Step 3: Test the rule on the fleet.

Now that we have a working Sigma rule we can apply this rule to the wider fleet to assess the rule’s false positive rate. As we apply the rule more widely we are likely to discover more legitimate uses of the BITS service and so we might need to add more URLs to the allow list.

Select the Sigma Model to useSince we did not specify level or rule,do not filter by these fieldsPaste the rule in here -you can add multiple rules separated bya --- line
Creating a hunt to test the rule widely

Detected suspicious BITS jobs
Viewing results from Sigma Hunt

Conclusions

This Blog post explains the rational behind separating Sigma Rules into Sigma Models. Velociraptor’s Sigma implementation allows for the creation of many specialized Sigma Models which can operate in completely different environments.

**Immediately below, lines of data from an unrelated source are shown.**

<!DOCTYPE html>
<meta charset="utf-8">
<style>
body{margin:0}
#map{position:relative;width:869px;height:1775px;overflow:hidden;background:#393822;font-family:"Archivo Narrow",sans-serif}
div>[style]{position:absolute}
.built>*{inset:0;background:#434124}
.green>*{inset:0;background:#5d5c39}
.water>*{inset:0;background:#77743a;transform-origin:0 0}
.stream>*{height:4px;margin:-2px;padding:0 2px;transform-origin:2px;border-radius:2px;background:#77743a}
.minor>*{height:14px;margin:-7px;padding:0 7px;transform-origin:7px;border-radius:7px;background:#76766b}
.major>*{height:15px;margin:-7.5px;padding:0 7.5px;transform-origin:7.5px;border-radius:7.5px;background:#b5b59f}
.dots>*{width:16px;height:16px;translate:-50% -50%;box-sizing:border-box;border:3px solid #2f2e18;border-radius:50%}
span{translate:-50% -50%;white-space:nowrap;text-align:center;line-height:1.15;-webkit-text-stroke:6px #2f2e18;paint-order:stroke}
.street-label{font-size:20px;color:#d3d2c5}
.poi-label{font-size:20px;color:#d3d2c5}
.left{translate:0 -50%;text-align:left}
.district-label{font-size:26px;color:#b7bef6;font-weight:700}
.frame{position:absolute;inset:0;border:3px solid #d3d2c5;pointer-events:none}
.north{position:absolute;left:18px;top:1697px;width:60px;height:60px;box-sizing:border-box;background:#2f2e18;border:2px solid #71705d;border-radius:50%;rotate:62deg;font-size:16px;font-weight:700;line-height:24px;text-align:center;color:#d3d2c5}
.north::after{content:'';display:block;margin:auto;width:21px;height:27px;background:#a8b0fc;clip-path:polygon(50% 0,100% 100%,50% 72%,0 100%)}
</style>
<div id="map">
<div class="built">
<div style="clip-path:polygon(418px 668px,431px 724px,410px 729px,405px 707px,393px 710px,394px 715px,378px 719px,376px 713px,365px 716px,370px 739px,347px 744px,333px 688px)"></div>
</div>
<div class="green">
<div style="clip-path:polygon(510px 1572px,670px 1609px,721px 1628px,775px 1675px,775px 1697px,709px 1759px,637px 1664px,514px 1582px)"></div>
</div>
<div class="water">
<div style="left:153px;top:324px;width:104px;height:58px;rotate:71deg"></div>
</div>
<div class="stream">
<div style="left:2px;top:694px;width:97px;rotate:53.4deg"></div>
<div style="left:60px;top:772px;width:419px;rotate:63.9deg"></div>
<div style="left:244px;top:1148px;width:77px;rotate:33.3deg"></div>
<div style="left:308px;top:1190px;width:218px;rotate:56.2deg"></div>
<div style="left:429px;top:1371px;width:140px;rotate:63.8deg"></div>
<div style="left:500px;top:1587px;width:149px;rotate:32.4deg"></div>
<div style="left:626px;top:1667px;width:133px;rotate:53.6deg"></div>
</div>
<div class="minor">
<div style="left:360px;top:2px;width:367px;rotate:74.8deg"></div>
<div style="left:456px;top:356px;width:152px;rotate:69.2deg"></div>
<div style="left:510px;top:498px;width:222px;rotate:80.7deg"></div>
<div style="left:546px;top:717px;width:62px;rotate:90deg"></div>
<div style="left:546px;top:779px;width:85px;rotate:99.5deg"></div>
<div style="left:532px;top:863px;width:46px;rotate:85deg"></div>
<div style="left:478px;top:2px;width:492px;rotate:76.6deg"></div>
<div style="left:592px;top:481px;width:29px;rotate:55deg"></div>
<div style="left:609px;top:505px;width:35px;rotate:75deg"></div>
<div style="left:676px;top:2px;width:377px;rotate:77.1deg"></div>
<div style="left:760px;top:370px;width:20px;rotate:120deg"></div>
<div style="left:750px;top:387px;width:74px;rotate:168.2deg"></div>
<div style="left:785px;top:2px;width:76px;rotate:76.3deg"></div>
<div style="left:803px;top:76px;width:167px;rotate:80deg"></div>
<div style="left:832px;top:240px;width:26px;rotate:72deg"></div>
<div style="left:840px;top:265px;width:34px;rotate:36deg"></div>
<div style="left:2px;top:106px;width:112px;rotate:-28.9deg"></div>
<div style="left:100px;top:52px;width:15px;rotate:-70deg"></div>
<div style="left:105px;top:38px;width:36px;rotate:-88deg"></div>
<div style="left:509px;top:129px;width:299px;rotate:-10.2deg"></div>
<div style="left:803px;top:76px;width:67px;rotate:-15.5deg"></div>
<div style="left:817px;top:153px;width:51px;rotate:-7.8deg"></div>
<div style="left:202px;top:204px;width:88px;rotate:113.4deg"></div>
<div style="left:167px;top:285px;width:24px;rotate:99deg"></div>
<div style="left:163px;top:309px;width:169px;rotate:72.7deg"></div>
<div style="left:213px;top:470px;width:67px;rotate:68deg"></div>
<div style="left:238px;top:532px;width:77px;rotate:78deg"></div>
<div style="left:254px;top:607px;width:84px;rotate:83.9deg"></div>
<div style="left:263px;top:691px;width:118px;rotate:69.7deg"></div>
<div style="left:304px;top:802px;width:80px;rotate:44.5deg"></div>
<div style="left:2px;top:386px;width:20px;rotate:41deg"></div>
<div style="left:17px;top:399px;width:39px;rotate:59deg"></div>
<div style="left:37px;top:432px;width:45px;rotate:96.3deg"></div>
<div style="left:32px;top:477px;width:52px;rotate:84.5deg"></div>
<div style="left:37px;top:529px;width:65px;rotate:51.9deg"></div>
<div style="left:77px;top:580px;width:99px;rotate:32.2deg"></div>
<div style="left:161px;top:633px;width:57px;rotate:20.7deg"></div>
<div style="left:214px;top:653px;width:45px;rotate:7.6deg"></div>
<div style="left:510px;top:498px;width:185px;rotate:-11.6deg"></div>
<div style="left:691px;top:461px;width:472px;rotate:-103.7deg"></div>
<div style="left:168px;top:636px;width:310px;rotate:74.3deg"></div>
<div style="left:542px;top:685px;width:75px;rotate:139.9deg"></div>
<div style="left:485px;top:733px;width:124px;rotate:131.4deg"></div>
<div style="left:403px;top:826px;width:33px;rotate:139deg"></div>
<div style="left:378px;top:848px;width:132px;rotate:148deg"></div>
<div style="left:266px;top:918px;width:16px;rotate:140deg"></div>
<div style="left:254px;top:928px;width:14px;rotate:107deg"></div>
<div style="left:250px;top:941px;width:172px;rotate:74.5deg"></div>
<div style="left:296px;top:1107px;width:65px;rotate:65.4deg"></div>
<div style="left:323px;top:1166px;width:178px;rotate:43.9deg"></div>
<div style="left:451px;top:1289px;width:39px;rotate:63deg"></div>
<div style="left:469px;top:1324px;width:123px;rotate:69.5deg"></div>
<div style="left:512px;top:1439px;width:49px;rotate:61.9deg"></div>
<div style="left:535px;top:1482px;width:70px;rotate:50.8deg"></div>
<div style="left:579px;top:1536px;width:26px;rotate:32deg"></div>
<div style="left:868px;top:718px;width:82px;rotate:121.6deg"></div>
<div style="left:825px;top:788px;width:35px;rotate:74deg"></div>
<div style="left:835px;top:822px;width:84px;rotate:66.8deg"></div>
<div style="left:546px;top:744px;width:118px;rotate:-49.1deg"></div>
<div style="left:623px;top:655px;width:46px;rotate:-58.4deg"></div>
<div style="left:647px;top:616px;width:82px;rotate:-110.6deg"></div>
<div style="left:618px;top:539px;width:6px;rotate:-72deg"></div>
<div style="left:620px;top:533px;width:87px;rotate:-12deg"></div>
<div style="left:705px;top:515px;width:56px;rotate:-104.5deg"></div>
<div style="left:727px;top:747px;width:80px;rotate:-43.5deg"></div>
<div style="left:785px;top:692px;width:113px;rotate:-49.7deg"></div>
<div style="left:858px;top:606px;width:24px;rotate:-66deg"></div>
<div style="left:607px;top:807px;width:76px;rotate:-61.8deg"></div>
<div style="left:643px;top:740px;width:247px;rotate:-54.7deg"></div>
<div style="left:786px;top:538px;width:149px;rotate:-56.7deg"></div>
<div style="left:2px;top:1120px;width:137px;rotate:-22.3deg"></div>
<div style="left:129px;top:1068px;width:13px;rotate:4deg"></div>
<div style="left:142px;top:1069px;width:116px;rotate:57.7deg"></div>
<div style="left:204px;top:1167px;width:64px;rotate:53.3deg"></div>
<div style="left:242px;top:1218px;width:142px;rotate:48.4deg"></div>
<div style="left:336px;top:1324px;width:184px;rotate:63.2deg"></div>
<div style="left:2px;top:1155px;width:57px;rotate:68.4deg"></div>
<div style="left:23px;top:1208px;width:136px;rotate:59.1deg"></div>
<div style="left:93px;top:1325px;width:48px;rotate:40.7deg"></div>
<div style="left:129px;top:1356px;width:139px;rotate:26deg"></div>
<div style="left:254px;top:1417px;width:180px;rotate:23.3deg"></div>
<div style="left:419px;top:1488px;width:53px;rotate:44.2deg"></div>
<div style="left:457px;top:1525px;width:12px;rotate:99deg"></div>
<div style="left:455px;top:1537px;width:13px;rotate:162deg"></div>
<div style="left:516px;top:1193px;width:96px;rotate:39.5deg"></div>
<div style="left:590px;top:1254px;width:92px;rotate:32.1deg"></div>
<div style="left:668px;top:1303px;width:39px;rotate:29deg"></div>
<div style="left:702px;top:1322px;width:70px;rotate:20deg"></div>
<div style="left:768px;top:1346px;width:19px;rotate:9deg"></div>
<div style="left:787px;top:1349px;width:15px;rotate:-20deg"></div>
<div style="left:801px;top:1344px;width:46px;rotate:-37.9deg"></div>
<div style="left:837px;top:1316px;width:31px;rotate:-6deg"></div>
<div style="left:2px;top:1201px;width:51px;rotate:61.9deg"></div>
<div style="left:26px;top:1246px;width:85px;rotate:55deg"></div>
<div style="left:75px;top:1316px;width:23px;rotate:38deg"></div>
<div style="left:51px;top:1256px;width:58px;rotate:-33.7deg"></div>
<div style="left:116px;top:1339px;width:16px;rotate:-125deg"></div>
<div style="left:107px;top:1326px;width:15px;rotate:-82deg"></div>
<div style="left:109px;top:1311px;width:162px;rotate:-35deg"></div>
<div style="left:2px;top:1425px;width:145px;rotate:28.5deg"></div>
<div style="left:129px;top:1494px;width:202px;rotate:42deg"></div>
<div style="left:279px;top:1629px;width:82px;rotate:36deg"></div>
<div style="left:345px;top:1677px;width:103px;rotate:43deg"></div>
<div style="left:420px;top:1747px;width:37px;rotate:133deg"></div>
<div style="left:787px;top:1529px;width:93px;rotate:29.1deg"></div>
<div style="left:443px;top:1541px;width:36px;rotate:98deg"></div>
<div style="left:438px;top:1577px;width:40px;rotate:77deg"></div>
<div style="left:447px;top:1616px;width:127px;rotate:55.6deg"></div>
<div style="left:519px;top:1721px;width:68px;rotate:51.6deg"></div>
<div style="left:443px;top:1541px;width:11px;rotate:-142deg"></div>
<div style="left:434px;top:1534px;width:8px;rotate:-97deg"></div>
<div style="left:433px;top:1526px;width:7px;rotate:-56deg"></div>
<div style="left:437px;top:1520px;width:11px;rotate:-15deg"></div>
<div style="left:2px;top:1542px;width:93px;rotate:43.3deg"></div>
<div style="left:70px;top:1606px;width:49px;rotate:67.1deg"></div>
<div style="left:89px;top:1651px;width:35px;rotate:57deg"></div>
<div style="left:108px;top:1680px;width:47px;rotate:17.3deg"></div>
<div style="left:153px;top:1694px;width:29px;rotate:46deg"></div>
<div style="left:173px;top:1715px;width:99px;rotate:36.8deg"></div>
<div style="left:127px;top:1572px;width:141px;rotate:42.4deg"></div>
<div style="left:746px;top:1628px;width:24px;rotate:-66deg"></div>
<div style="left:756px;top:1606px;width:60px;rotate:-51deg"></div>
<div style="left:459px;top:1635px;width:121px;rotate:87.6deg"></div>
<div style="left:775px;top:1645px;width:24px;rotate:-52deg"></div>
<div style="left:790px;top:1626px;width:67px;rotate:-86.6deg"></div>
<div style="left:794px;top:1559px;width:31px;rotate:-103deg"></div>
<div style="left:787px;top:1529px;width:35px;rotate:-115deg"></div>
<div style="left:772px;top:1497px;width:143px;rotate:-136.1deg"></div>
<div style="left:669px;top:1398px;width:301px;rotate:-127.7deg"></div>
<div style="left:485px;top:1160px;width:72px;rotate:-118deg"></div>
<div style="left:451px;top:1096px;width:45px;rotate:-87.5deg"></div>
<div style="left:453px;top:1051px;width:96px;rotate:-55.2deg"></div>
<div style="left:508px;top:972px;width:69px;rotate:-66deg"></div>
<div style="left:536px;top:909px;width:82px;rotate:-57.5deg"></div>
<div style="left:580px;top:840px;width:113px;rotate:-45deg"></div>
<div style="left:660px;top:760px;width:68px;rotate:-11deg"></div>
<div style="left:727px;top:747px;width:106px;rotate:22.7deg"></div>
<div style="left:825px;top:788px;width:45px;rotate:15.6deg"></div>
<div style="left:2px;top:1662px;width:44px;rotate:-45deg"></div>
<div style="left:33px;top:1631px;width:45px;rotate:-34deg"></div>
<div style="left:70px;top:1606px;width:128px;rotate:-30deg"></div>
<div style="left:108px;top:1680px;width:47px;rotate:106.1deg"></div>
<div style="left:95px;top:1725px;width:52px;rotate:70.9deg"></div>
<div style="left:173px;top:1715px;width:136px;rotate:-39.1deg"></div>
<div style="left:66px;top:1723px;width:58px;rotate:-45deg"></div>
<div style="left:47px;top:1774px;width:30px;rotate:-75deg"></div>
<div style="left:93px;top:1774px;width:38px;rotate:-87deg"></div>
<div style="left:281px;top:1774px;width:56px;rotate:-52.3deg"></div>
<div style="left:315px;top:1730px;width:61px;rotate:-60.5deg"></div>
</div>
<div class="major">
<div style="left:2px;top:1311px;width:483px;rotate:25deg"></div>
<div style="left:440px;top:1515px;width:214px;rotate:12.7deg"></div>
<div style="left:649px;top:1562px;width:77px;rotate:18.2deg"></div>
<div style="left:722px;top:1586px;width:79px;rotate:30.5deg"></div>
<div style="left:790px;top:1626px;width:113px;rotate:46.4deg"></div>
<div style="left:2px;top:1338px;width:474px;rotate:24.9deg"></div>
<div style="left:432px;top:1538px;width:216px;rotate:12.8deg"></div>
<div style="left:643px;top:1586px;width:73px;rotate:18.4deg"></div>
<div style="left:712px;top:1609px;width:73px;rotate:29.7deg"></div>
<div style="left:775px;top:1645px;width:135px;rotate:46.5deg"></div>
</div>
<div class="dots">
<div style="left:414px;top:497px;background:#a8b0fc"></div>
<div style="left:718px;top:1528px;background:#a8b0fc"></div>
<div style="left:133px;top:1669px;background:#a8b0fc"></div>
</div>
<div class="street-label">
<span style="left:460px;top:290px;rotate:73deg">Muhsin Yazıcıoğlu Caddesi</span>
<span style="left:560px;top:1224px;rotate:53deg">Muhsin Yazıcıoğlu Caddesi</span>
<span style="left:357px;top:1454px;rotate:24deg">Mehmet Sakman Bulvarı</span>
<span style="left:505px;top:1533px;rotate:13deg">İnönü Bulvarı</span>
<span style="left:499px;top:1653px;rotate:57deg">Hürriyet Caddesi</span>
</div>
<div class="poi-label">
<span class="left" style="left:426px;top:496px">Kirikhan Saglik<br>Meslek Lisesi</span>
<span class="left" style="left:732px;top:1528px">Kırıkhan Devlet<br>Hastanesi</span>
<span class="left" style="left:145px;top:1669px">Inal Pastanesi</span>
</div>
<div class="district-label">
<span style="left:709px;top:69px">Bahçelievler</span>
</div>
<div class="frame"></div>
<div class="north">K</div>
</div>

For example, the Windows.Sigma.Base model operates on parsing of event log files on the endpoint (triaging existing logs). On the other hand the Windows.Sigma.BaseEvents model watches log files in real time to generate Sigma based events on current activity.

Similarly the Linux.Sigma.EBPF model surfaces real time telemetry collected from EBPF sensors on Linux and makes these available to Sigma rule authors. This flexibility allows applying Sigma in many different scenarios, making it a power technique.

The main difficulty with writing Sigma rules is being able to iterate through generating event data, applying the Sigma Rule, debugging the rule and testing the detection at scale.

This post describes a new Sigma rule writing workflow that allows to rapidly iterate through the detection process, then apply the test to the entire fleet quickly to test false positive rates.